Key Points:
- The Dataset Providers Alliance (DPA) is established to promote ethical data sourcing in AI training.
- Formed in response to generative AI technologies that mimic human creativity, leading to copyright disputes.
- Members must not sell web-crawled text data or audio featuring voices without consent.
- Supports legislation like the NO FAKES Act and transparency requirements in AI training data.
A coalition of content-licensing companies, known as the Dataset Providers Alliance (DPA), has emerged to advocate for ethical data sourcing in training artificial intelligence (AI) systems. Announced on Wednesday, the DPA aims to protect the intellectual property rights of content owners and ensure rights for individuals depicted in datasets.
The DPA’s founding members include Rightsify, a U.S.-based music dataset company, image licensing service vAIsual, Japanese stock photo provider Pixta, and Datarade, a German-based data marketplace. The alliance was formed in response to the growing use of generative AI technologies replicating human creativity, which has led to backlash from content creators and numerous copyright lawsuits against major tech companies like Google, Meta, and OpenAI.
AI developers have been training models using vast amounts of content, often scraped from the internet without consent from the original creators or rights holders. While tech companies argue that this practice is legal, they are also quietly paying for access to private content collections to mitigate legal and regulatory risks. It has created a burgeoning industry of companies that package and sell content for AI system training, forming groups like the DPA to establish ethical standards for this trade.

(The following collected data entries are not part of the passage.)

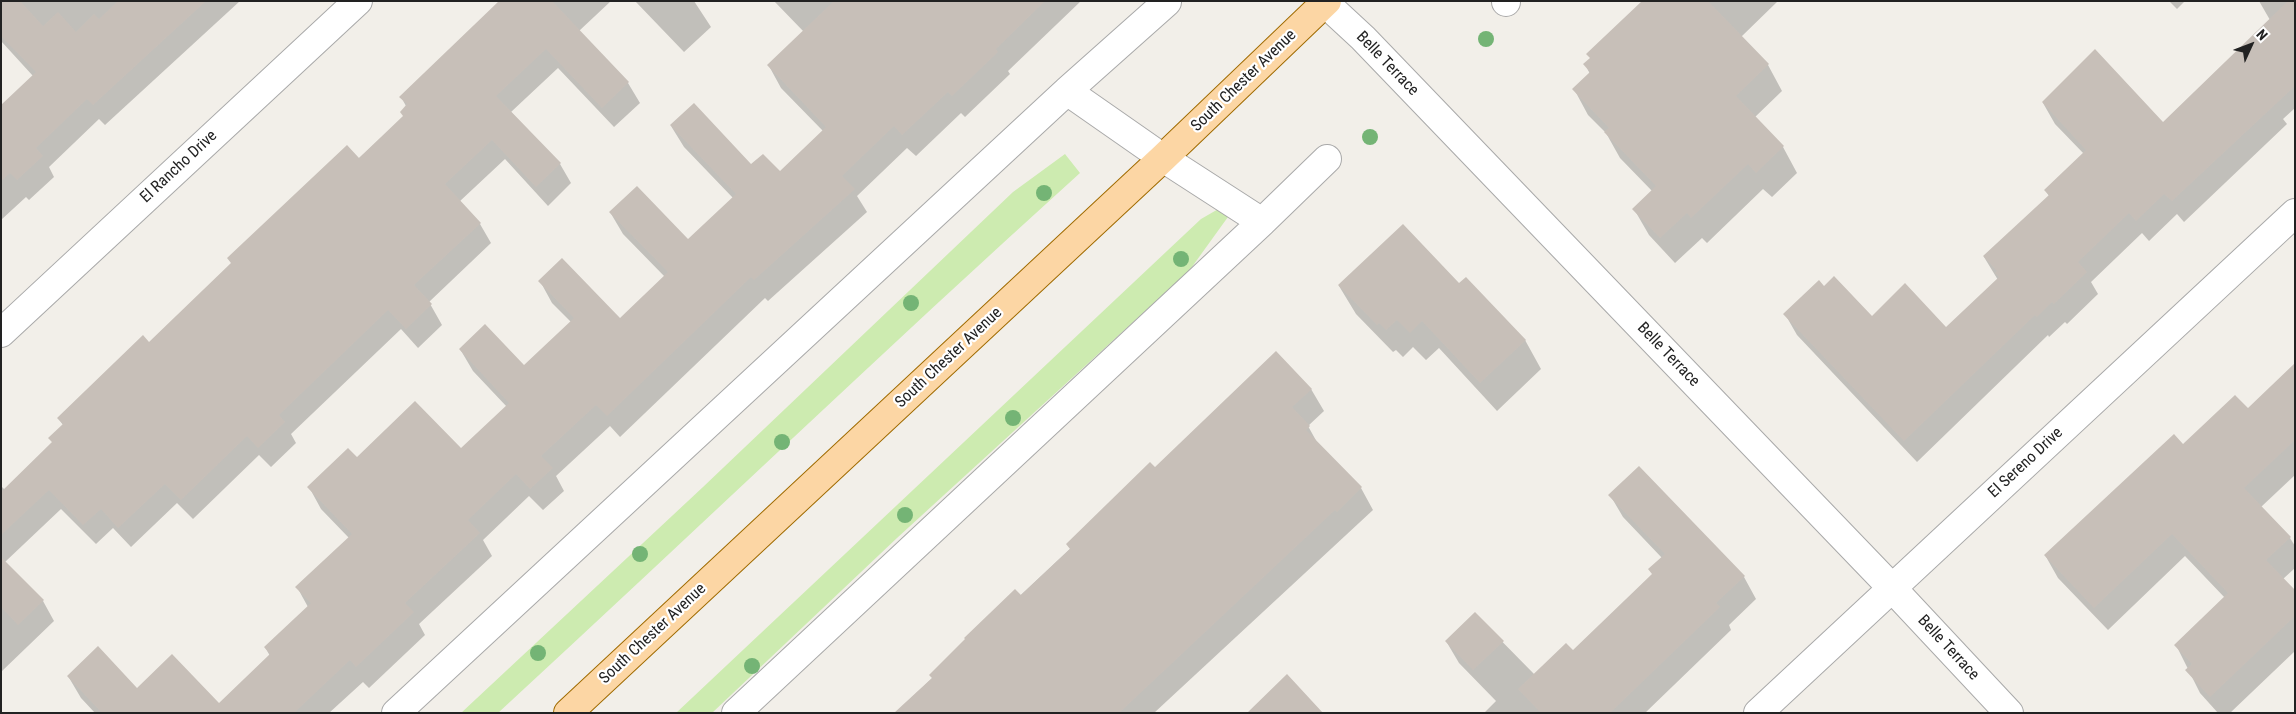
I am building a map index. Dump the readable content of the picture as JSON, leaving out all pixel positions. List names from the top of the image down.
{
  "streets": {
    "main road": ["South Chester Avenue"],
    "street": ["Belle Terrace", "El Rancho Drive", "El Sereno Drive"]
  },
  "crossings": [
    ["Belle Terrace", "South Chester Avenue"],
    ["Belle Terrace", "El Sereno Drive"]
  ],
  "north": "top right"
}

The DPA emphasizes ethical practices in data transactions, requiring its members to refrain from selling text data obtained through web crawling or audio featuring people’s voices without explicit consent. A key focus for the alliance is advocating for legislation such as the NO FAKES Act, a U.S. bill introduced last year that seeks to penalize the generation of unauthorized digital replicas of people’s voices or likenesses. Alex Bestall, CEO of Rightsify and its licensing subsidiary GCX, who spearheaded the formation of the DPA, highlighted the importance of advocacy in resolving ongoing disputes over AI and copyright issues.

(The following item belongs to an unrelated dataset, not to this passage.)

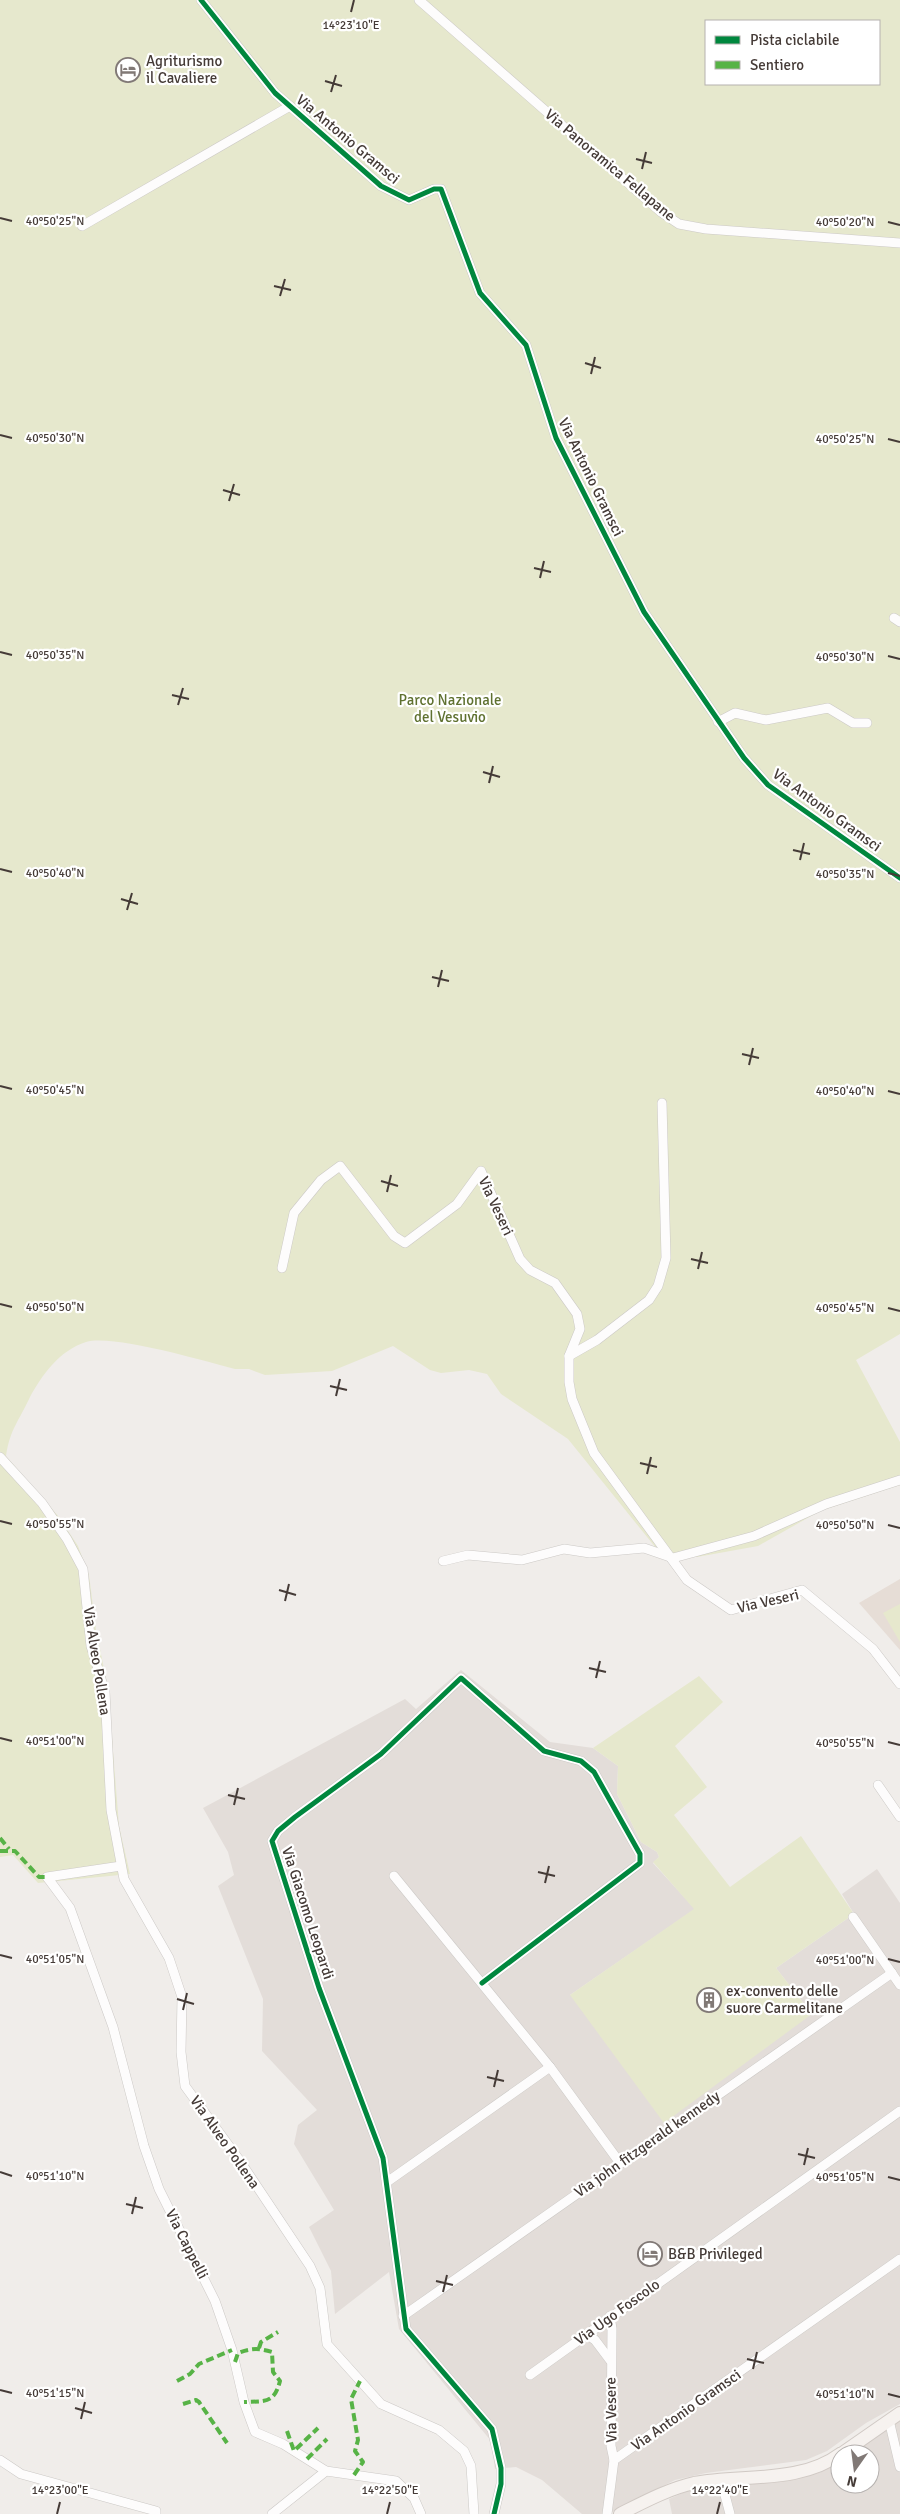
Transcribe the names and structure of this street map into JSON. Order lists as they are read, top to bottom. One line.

The DPA also supports increased transparency in training data, similar to the requirements outlined in the European Union’s AI Act and the U.S. Generative AI Copyright Disclosure Act, introduced in April. These legislative efforts aim to ensure that AI systems disclose the sources of their training data. Bestall mentioned that the DPA plans to publish a white paper in July, detailing its positions and advocating for ethical standards in AI data sourcing.